Lightweight, clustered health probing with native OpenTelemetry support
Grey is a health probing system designed to simplify the regular checking of service health from external locations. It is built in Rust, ships as a single self-contained binary, and integrates native support for OpenTelemetry β giving operators a detailed view into how their systems behave and how they fail.
Grey is small enough to run on every server in your fleet, and its built-in clustering lets those instances pool their results so that many vantage points contribute to a single, shared view of your platform's health.
- Clustered probing. Run Grey on as many machines as you like and have them cooperate: every node probes independently and gossips its results, so the cluster converges on one view of service health measured from many locations at once. Workers can be headless while a central node serves the status page.
- Cron (deadman's-switch) monitoring. Track scheduled jobs β backups, batch jobs, anything that can't be probed from the outside β by having them check in. Grey raises the alarm when an expected run goes missing or overruns.

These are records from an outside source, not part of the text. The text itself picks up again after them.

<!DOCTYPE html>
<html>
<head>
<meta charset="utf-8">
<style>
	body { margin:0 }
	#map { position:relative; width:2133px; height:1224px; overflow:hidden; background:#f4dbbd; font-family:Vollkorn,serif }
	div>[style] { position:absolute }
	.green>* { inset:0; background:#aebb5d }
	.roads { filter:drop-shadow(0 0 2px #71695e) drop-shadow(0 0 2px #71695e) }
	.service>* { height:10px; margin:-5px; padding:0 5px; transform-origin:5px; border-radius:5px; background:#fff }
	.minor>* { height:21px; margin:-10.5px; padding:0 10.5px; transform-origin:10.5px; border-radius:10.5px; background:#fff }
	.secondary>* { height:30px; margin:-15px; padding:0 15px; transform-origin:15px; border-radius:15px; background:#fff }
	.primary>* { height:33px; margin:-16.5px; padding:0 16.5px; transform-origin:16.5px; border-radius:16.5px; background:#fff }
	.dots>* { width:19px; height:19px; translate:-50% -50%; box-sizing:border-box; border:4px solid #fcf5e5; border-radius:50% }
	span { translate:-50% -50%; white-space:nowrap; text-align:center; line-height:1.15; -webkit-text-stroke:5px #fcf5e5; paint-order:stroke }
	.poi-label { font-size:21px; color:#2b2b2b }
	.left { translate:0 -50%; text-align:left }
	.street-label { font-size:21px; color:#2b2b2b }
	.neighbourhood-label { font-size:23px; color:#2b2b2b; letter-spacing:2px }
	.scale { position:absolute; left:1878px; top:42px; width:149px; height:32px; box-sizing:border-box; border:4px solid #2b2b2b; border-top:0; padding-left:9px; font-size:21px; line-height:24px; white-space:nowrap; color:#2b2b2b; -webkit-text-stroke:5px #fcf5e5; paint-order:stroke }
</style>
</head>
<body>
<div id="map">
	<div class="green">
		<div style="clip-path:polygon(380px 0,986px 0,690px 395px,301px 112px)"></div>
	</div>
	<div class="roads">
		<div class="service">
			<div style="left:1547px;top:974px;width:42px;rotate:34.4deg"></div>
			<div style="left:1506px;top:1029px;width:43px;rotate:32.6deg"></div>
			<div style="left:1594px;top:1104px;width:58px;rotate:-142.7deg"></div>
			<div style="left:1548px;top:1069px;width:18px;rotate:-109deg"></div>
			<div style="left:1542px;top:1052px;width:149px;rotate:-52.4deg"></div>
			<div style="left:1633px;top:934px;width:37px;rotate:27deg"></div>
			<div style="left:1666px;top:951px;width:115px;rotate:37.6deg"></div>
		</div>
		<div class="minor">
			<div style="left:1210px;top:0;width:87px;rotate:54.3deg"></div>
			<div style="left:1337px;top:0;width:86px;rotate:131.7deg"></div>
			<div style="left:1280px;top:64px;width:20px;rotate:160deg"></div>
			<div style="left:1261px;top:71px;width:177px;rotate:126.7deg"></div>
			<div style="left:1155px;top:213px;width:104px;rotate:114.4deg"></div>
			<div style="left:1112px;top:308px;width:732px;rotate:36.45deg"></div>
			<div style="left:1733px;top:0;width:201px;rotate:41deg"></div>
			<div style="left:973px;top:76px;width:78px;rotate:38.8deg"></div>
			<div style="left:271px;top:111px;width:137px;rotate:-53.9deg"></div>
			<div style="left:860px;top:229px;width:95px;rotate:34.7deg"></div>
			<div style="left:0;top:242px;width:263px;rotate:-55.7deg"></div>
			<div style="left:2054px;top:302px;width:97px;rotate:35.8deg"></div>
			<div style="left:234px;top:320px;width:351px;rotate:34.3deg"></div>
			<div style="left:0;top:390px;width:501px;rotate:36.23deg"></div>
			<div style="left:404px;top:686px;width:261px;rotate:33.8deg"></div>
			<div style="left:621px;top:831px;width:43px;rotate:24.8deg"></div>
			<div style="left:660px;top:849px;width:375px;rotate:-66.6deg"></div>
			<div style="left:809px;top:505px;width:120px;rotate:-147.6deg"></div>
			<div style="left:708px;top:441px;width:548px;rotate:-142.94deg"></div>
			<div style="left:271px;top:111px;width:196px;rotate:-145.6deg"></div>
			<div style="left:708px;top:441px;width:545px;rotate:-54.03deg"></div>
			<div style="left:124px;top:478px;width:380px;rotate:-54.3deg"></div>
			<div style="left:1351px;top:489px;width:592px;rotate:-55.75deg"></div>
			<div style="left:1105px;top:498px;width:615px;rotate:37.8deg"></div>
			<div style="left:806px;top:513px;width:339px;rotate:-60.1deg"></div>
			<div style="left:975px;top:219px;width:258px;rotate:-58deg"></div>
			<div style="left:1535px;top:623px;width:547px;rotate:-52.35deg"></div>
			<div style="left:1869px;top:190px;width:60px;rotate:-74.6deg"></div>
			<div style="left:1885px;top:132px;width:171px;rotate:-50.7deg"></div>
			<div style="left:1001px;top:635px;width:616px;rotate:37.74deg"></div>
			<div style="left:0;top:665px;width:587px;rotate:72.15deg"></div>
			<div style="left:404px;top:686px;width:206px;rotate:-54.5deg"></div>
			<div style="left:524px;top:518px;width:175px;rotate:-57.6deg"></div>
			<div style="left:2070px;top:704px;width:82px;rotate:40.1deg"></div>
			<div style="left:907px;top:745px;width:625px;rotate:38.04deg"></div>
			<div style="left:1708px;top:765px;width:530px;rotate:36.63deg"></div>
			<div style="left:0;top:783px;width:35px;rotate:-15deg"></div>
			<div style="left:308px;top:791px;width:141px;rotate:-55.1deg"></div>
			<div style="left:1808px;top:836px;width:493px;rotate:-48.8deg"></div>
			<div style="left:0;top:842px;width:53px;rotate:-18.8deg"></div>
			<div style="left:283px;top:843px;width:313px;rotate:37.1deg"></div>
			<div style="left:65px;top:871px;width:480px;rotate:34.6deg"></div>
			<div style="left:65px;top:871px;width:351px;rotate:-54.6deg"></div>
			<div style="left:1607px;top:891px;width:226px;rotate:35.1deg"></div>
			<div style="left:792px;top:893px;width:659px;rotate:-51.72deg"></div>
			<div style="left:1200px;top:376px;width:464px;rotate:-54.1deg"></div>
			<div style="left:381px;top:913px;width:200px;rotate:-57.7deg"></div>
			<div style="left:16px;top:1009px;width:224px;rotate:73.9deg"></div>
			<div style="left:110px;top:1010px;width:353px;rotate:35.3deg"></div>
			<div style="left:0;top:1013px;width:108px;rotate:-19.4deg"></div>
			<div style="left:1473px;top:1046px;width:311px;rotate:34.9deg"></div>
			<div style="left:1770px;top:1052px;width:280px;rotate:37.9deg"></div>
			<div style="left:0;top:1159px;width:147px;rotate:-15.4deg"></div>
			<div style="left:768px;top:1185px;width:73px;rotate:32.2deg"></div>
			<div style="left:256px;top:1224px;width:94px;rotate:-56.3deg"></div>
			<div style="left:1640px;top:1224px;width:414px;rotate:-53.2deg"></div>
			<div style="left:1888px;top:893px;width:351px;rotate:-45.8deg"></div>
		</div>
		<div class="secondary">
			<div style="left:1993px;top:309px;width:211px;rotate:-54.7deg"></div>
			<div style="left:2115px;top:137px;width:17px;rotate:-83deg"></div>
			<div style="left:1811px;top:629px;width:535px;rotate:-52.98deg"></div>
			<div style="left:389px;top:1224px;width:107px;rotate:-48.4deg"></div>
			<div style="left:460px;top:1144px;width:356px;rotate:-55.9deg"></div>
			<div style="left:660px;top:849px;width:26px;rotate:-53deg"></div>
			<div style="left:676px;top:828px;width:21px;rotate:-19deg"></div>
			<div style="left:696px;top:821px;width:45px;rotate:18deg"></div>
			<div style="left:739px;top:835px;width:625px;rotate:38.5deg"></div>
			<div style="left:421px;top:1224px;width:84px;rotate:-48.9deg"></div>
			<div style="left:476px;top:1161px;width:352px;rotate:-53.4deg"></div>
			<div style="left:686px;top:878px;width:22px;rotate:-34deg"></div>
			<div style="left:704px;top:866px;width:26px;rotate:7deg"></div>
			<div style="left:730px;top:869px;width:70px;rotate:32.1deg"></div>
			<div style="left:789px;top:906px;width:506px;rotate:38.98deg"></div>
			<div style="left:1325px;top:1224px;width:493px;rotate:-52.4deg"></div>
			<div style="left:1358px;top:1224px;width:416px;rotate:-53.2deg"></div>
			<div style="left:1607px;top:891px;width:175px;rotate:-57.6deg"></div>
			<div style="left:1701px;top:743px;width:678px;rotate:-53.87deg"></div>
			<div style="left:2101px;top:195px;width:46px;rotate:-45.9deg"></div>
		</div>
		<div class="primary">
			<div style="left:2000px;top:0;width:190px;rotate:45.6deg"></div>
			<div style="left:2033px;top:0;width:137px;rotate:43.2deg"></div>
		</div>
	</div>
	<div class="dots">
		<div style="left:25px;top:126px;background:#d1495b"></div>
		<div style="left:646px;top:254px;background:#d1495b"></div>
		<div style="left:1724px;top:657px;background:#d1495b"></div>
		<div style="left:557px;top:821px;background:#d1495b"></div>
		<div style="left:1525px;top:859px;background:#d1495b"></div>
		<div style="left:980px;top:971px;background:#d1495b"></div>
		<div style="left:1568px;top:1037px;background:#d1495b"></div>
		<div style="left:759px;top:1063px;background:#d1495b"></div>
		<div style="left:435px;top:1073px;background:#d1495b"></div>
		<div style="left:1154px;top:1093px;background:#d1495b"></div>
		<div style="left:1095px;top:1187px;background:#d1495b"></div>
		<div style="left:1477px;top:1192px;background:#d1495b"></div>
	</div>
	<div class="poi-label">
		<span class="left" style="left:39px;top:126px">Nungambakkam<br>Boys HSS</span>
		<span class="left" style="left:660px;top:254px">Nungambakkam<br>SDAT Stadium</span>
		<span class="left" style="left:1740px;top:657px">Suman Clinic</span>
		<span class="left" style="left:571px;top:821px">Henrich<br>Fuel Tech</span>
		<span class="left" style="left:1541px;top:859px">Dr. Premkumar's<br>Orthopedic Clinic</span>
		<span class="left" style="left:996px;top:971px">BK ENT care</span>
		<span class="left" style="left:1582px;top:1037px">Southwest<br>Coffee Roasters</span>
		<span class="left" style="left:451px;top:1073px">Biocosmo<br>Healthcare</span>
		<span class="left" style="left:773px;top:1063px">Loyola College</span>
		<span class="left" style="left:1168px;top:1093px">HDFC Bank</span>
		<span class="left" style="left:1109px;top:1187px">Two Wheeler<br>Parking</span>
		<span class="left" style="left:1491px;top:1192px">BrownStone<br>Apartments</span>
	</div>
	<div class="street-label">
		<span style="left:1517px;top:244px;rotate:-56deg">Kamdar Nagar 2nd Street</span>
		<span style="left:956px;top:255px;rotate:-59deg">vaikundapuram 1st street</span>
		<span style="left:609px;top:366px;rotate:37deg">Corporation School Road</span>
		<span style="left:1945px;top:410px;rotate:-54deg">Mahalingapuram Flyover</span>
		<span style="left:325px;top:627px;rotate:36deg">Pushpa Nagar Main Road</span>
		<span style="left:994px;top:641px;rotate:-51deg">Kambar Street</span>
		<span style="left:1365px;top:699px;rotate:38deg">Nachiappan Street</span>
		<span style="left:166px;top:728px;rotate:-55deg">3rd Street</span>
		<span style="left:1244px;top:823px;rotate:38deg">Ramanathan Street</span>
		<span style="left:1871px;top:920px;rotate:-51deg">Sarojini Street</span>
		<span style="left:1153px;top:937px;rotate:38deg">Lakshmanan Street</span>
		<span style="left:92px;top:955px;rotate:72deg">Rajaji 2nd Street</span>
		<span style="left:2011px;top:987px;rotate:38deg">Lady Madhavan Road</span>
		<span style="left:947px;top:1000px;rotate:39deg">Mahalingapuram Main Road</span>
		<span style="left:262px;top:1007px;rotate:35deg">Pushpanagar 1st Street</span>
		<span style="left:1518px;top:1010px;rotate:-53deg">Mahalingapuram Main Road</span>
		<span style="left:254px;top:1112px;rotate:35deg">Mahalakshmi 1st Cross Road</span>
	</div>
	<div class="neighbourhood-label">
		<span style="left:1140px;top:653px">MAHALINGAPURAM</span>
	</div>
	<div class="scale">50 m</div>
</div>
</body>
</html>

- Many probe types. HTTP, gRPC, TCP, DNS, and custom JavaScript probes.
- Expressive checks. Validate responses with
filt-rsexpressions: ranges, regular expressions, membership, and relationships between fields. - Webhook notifications. Deliver a signed JSON event to incident-management and
automation tools whenever a probe or cron changes state, filtered with the same
filt-rsexpression language as checks. - Native OpenTelemetry. Export traces (with propagation) to any OTLP endpoint.
- Built-in status page. An optional, brandable status page with customer-facing incident management.
Grey is a single binary that takes a YAML configuration file as its only required input.
Create a config.yaml:
probes:
- name: google.search
policy:
interval: 5s
timeout: 2s
retries: 3
target: !Http
url: https://google.com?q=grey+healthcheck+system
checks:
- http.status == 200
- http.header.content-type contains "text/html"
tags:
service: Google
ui:
enabled: true
listen: 127.0.0.1:3002Then run Grey against it:
grey --config config.yamlGrey will start probing https://google.com every five seconds and serve a status page
at http://127.0.0.1:3002. Each probe runs on its own schedule, retries on failure
according to its policy, and fails as soon as any of its checks does not match.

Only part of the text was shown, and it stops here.